I am trying to understand the chain rule applied to a series of transformations in the context of the back propagation algorithm for deep learning. Let $x \in \mathbb{R^k}$ and $A,B$ be real-value matrices of size $K \times K$. Then consider a network defined as $$y = Ax$$ $$u = \sigma (y)$$ $$v = Bx$$ $$z = A (u * v)$$ $$w = Az$$ $$ L = ||w||^2$$
where $L$ is considered as a function of $x, A, B$, and $u*v$ is the element-wise product, and $\sigma(y)$ is the element-wise application of the sigmoid function to $y$. Now I want to be able to calculate $\frac{\partial L }{\partial A}$ and $\frac{\partial L }{\partial B}$.

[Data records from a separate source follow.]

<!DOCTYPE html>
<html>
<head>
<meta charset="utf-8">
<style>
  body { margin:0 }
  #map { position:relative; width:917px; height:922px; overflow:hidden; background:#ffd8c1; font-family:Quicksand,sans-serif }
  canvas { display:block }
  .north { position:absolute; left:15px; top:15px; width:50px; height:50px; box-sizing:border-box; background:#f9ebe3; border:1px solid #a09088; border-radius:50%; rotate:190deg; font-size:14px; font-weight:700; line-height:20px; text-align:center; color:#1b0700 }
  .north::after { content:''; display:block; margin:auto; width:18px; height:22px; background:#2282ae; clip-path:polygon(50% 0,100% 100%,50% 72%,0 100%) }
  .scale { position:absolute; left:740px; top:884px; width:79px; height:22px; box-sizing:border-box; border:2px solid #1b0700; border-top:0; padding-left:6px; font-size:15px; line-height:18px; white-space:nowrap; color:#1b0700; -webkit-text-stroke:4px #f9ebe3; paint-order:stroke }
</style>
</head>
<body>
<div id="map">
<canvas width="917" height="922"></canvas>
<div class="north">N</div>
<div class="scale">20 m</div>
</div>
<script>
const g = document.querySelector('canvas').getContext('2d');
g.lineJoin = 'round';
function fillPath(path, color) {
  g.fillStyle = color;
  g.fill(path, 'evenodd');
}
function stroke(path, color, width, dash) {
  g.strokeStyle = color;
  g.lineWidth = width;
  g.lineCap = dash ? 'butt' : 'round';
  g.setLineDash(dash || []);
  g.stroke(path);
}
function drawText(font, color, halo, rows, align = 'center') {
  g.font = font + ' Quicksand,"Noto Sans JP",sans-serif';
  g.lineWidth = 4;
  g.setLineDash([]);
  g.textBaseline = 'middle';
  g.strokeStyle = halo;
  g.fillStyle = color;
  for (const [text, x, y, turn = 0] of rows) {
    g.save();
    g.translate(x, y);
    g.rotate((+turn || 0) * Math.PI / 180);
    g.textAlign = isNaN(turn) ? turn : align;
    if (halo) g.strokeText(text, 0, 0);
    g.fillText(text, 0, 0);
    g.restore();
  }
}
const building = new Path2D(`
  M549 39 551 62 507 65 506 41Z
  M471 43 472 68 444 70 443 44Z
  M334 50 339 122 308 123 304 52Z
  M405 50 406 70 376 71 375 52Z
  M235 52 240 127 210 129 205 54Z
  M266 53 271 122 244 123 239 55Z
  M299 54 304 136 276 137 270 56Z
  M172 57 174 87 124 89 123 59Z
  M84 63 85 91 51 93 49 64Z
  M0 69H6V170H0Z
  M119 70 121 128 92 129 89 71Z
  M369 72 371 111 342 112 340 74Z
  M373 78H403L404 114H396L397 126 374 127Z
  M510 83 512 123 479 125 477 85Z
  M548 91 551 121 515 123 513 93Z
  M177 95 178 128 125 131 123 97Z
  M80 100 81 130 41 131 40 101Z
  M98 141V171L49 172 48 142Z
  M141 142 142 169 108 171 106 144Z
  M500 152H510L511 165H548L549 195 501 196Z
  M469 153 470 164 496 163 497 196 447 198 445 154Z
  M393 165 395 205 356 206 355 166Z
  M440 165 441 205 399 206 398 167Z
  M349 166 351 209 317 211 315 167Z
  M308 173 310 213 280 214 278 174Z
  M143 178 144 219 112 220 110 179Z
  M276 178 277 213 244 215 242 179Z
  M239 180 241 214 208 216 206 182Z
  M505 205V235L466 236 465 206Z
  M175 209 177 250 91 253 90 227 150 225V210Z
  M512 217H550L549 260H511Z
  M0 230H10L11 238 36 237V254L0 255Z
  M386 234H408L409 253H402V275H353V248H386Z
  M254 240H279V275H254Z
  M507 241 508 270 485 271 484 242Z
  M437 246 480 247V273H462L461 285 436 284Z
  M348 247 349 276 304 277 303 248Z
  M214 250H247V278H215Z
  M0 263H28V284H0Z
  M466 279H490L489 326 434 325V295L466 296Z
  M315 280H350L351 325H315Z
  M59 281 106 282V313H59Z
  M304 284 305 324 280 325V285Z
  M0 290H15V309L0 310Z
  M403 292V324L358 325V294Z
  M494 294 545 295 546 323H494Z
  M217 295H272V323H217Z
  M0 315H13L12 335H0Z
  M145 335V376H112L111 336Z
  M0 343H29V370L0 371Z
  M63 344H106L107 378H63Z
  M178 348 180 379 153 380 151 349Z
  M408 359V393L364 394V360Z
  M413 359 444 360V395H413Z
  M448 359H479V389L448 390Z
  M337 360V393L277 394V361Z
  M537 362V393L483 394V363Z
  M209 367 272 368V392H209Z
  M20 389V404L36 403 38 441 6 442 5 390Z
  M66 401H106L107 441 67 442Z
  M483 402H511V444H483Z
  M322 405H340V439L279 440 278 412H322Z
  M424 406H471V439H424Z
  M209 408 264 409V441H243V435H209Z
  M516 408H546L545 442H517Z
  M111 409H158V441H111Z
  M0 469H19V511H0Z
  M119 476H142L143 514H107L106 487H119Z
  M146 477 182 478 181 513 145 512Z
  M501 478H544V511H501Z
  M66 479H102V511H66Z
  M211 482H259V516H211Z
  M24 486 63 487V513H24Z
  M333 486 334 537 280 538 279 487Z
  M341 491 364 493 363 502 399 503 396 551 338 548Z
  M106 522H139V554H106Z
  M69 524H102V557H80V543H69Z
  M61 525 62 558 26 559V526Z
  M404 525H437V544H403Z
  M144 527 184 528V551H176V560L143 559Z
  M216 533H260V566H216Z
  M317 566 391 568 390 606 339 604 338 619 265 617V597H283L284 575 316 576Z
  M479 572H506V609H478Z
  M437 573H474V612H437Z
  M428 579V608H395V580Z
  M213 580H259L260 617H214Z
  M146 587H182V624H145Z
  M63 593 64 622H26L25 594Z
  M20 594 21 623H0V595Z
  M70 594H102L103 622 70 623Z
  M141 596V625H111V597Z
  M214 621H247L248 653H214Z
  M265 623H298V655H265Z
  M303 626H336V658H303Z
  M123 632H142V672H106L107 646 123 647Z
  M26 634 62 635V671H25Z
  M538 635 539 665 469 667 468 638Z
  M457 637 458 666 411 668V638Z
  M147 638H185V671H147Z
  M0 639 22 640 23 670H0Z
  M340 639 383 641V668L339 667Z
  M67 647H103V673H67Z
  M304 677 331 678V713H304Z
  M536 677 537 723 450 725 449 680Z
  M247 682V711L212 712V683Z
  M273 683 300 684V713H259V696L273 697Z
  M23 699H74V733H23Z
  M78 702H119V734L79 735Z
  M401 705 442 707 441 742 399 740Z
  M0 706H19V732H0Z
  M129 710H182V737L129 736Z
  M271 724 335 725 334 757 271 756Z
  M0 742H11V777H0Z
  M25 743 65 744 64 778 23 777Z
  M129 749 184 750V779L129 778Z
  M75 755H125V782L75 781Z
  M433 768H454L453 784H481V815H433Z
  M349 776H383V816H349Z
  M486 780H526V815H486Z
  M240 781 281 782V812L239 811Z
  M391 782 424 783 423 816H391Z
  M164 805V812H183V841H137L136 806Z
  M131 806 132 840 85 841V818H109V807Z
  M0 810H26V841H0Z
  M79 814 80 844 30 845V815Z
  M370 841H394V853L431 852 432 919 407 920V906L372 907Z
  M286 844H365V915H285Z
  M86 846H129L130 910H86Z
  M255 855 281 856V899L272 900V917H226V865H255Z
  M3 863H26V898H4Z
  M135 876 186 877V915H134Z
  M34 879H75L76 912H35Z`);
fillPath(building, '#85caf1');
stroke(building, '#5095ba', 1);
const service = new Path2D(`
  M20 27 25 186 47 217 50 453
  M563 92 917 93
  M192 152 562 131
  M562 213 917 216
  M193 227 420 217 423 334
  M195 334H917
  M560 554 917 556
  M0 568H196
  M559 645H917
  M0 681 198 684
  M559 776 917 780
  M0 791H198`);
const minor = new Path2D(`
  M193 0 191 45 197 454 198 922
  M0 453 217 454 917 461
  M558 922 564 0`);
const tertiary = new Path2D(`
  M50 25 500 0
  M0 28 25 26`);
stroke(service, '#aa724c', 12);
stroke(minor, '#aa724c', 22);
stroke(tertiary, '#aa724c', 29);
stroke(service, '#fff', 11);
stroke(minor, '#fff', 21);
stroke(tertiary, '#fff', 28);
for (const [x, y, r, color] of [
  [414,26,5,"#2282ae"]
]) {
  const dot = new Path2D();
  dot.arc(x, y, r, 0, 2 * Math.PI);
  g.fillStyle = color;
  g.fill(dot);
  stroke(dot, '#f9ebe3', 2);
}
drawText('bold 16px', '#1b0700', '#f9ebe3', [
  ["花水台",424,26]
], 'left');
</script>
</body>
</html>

From what I understand $\frac{\partial L }{\partial A} = \frac {\partial {L}}{\partial w} \frac {\partial w} {\partial A}$
I'm not sure how to express $\frac{\partial w} {\partial A}$ since $z$ is a function of $A$. My guess would be something like $\frac {\partial w}{\partial A} = \frac{d}{dA} (Az) + A \frac{d}{dA} (z)$ but I am not sure if this step should be an application of the product rule or the chain rule.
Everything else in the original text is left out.